Todorov, A., Mandisodza, A. N., Goren, A., & Hall, C. C. (2008). Inferences of Competence from Faces Predict Election Outcomes. Science, 313(5785), 1625-1626.
Todorov, A., Mandisodza, A. N., Goren, A., & Hall, C. C. (2005). Inferences of Competence from Faces Predict Election Outcomes. Science, 308(5728), 1623-1626. https://doi.org/10.1126/science.1110589
Pettigrew, T. F., & Tropp, L. R. (2006). A meta-analytic test of intergroup contact theory. Journal Of Personality And Social Psychology, 90(5), 751-783. https://doi.org/10.1037/0022-3514.90.5.751
University of Oklahoma. Institute of Group Relations, & Sherif, M. (1961). Intergroup conflict and cooperation: The Robbers Cave experiment (Vol. 10, pp. 150-198). Norman, OK: University Book Exchange.

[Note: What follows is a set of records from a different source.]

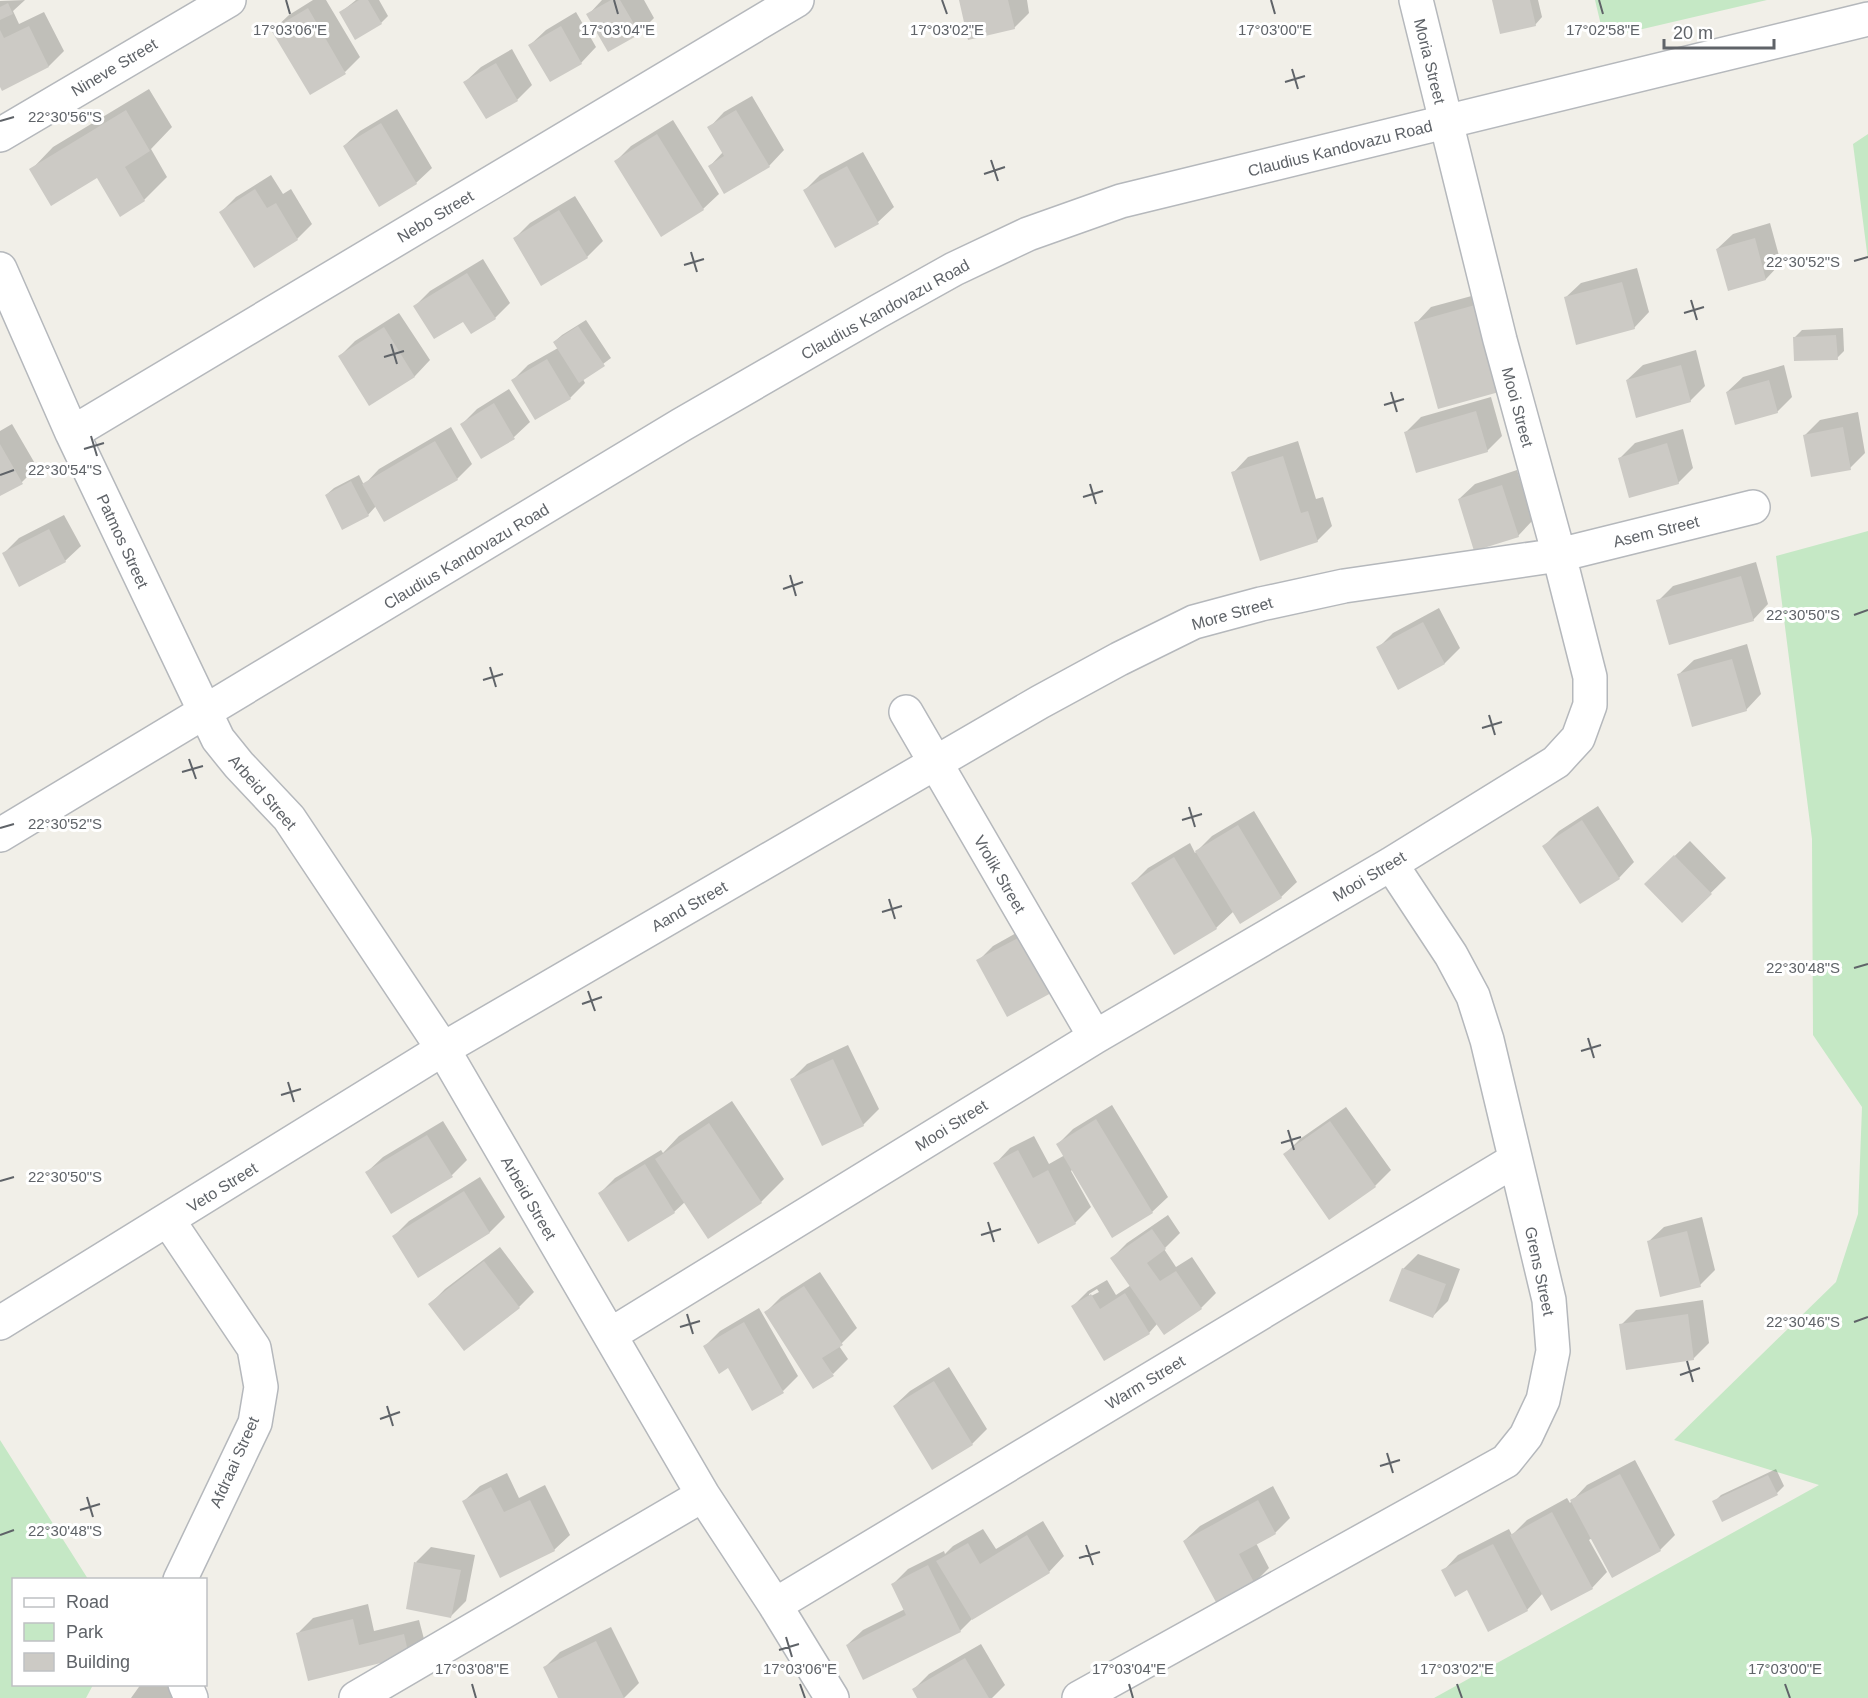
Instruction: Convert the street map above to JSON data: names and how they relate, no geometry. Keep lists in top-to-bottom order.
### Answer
{
  "streets": {
    "street": [
      "Moria Street",
      "Nineve Street",
      "Claudius Kandovazu Road",
      "Nebo Street",
      "Mooi Street",
      "Asem Street",
      "Patmos Street",
      "More Street",
      "Arbeid Street",
      "Vrolik Street",
      "Aand Street",
      "Veto Street",
      "Grens Street",
      "Warm Street",
      "Afdraai Street"
    ]
  },
  "crossings": [
    ["Moria Street", "Claudius Kandovazu Road"],
    ["Moria Street", "Mooi Street"],
    ["Claudius Kandovazu Road", "Mooi Street"],
    ["Claudius Kandovazu Road", "Patmos Street"],
    ["Claudius Kandovazu Road", "Arbeid Street"],
    ["Nebo Street", "Patmos Street"],
    ["Mooi Street", "Asem Street"],
    ["Mooi Street", "More Street"],
    ["Mooi Street", "Arbeid Street"],
    ["Mooi Street", "Vrolik Street"],
    ["Mooi Street", "Grens Street"],
    ["Asem Street", "More Street"],
    ["Patmos Street", "Arbeid Street"],
    ["More Street", "Vrolik Street"],
    ["More Street", "Aand Street"],
    ["Arbeid Street", "Aand Street"],
    ["Arbeid Street", "Veto Street"],
    ["Arbeid Street", "Warm Street"],
    ["Vrolik Street", "Aand Street"],
    ["Aand Street", "Veto Street"],
    ["Veto Street", "Afdraai Street"],
    ["Grens Street", "Warm Street"]
  ],
  "legend": ["Road", "Park", "Building"],
  "scale_bar": "20 m",
  "coordinates": [
    "17°03'06\"E",
    "17°03'04\"E",
    "17°03'02\"E",
    "17°03'00\"E",
    "17°02'58\"E",
    "22°30'56\"S",
    "22°30'52\"S",
    "22°30'54\"S",
    "22°30'50\"S",
    "22°30'48\"S",
    "22°30'46\"S",
    "17°03'08\"E"
  ]
}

Willis, J., & Todorov, A. (2006). First impressions. Psychological Science, 17(7), 592-598. https://doi.org/10.1111/j.1467-9280.2006.01750.x
I get that a single experience with an "other" will initiate a mistrust based on that experience, but then if you have similar experiences with people from that same group, it will reinforce the initial bias. In a pluralistic and transient society like the U.S., it's fairly easy to meet lots of different kinds of people, depending on how much you get out into the environment. There are so many different rules of etiquette, political and religious beliefs, as well as cultural traditions and norms, though we may live in a neighborhood of like-minded people, just going to the grocery store or visiting another part of town can expose us to those "others." It's as if being a social camileon is the safest way to move around one's milieu.